Effective Monday, July 1, an individual convicted of the rape of a minor in Tennessee is eligible for the death penalty. SB 1663, signed by Gov. Bill Lee in May, requires adults convicted of the rape of a child “or especially aggravated rape of a child” to be sentenced to death or life in prison, or life without the possibility of parole.
Previously, the punishment for child rape called for a sentence of no less than 15 and not more than 60 years.
Tennessee now joins Florida, which passed a similar bill in May 2023, in defying the U.S. Supreme Court ruling in Kennedy v. Louisiana (2008). That decision, written by Justice Anthony Kennedy for the 5-4 majority, found that “a death sentence for one who raped but did not kill a child, and who did not intend to assist another in killing the child, is unconstitutional under the Eighth and Fourteenth Amendments,” which ban cruel and unusual punishment.

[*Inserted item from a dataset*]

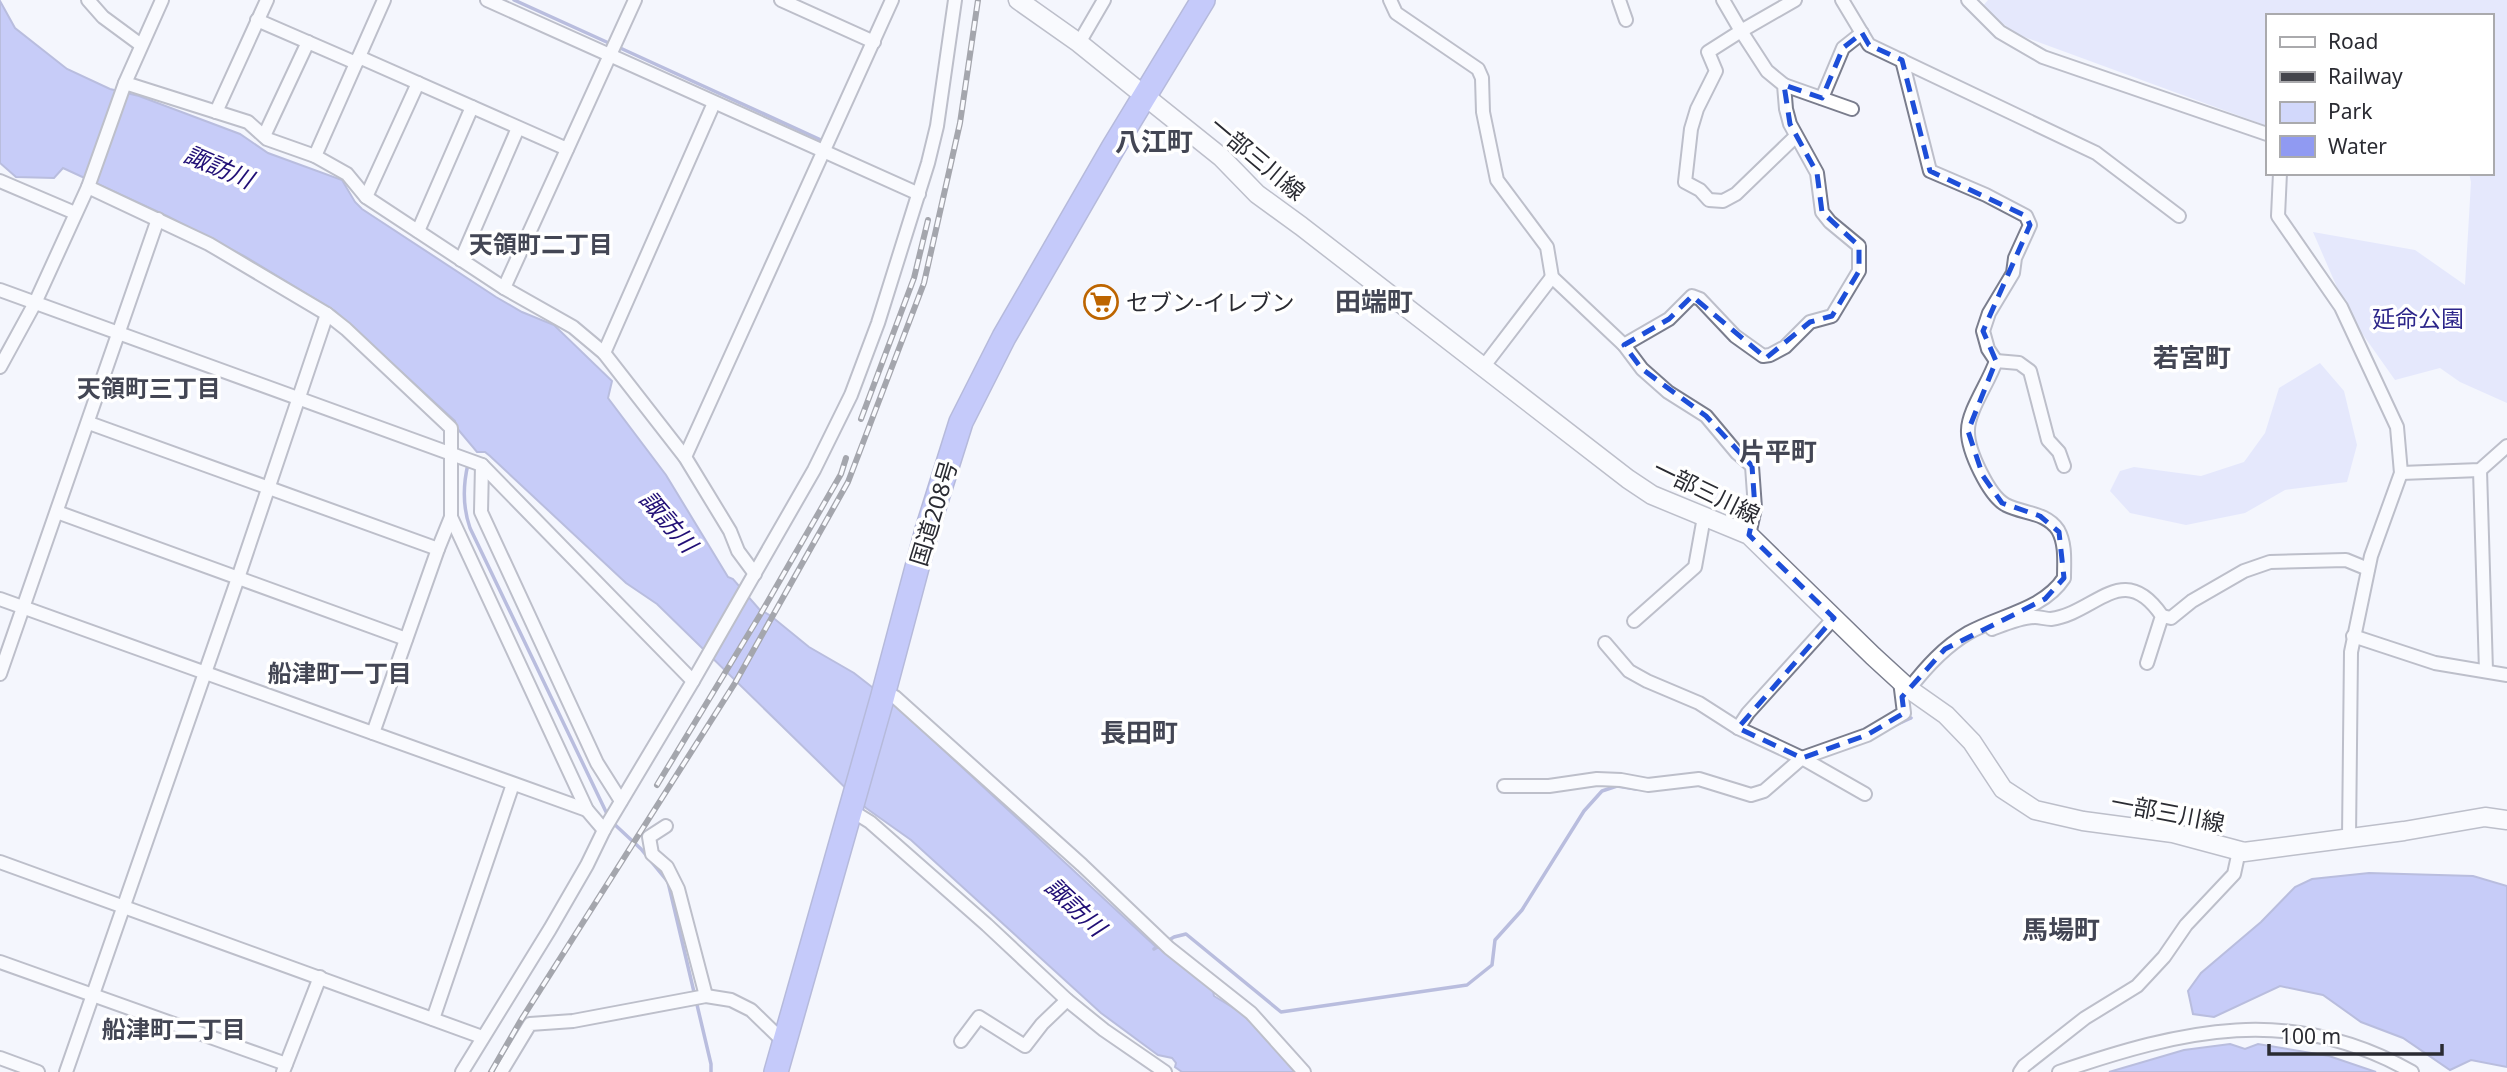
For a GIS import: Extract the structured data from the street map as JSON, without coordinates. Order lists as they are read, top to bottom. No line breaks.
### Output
{"streets":{"highway":["国道208号"],"main road":["一部三川線"]},"crossings":[["一部三川線","国道208号"]],"districts":["八江町","天領町二丁目","田端町","若宮町","天領町三丁目","片平町","船津町一丁目","長田町","馬場町","船津町二丁目"],"water":["諏訪川"],"parks":["延命公園"],"places":{"supermarket":["セブン-イレブン"]},"legend":["Road","Railway","Park","Water"],"scale_bar":"100 m"}
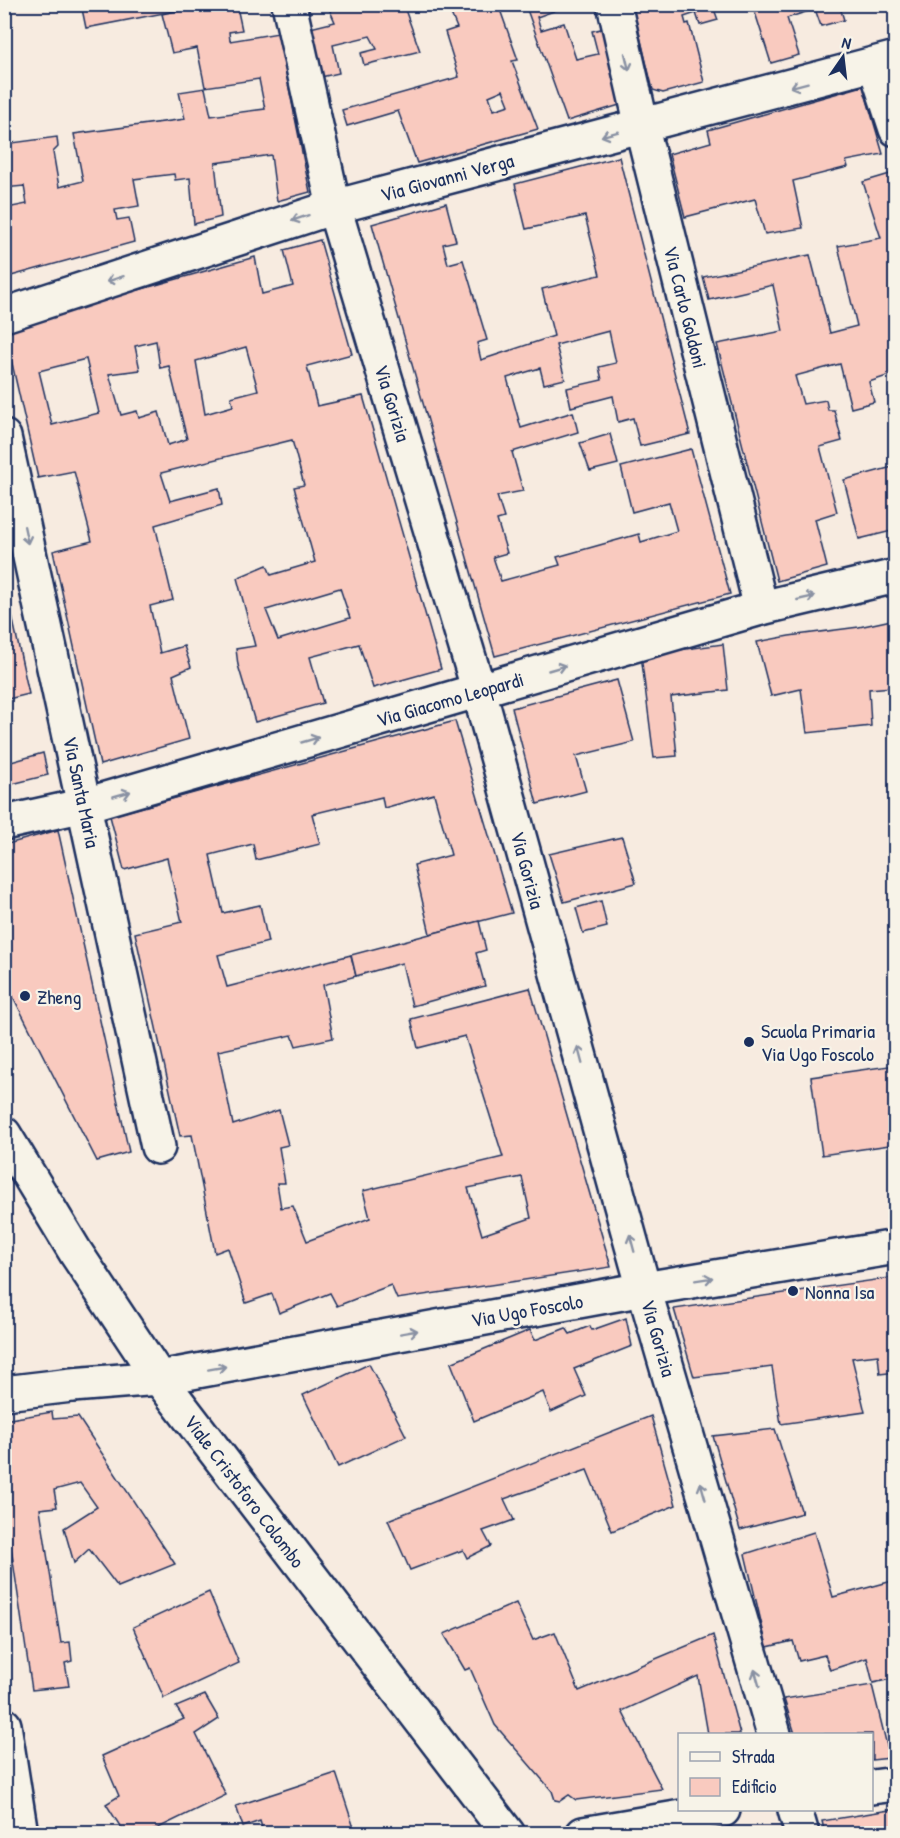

When Florida Gov. Ron DeSantis signed Florida’s bill allowing a person convicted of the rape of a minor to be sentenced to death, with a minimum sentence of life without parole, he made it clear he was betting that the Republican conservative majority on the Supreme Court will overturn Kennedy, a 5-4 decision written for the majority by then-Justice Anthony Kennedy. Three of the four dissenters in Kennedy — Samuel Alito, John Roberts, and Clarence Thomas — are still on the Court and have been joined by conservative justices Amy Coney Barrett, Brett Kavanaugh, and Neil Gorsuch.
However, Newsweek reports that Lee “told reporters . . . that he did not sign the bill hoping it would be ‘tested’ in court.”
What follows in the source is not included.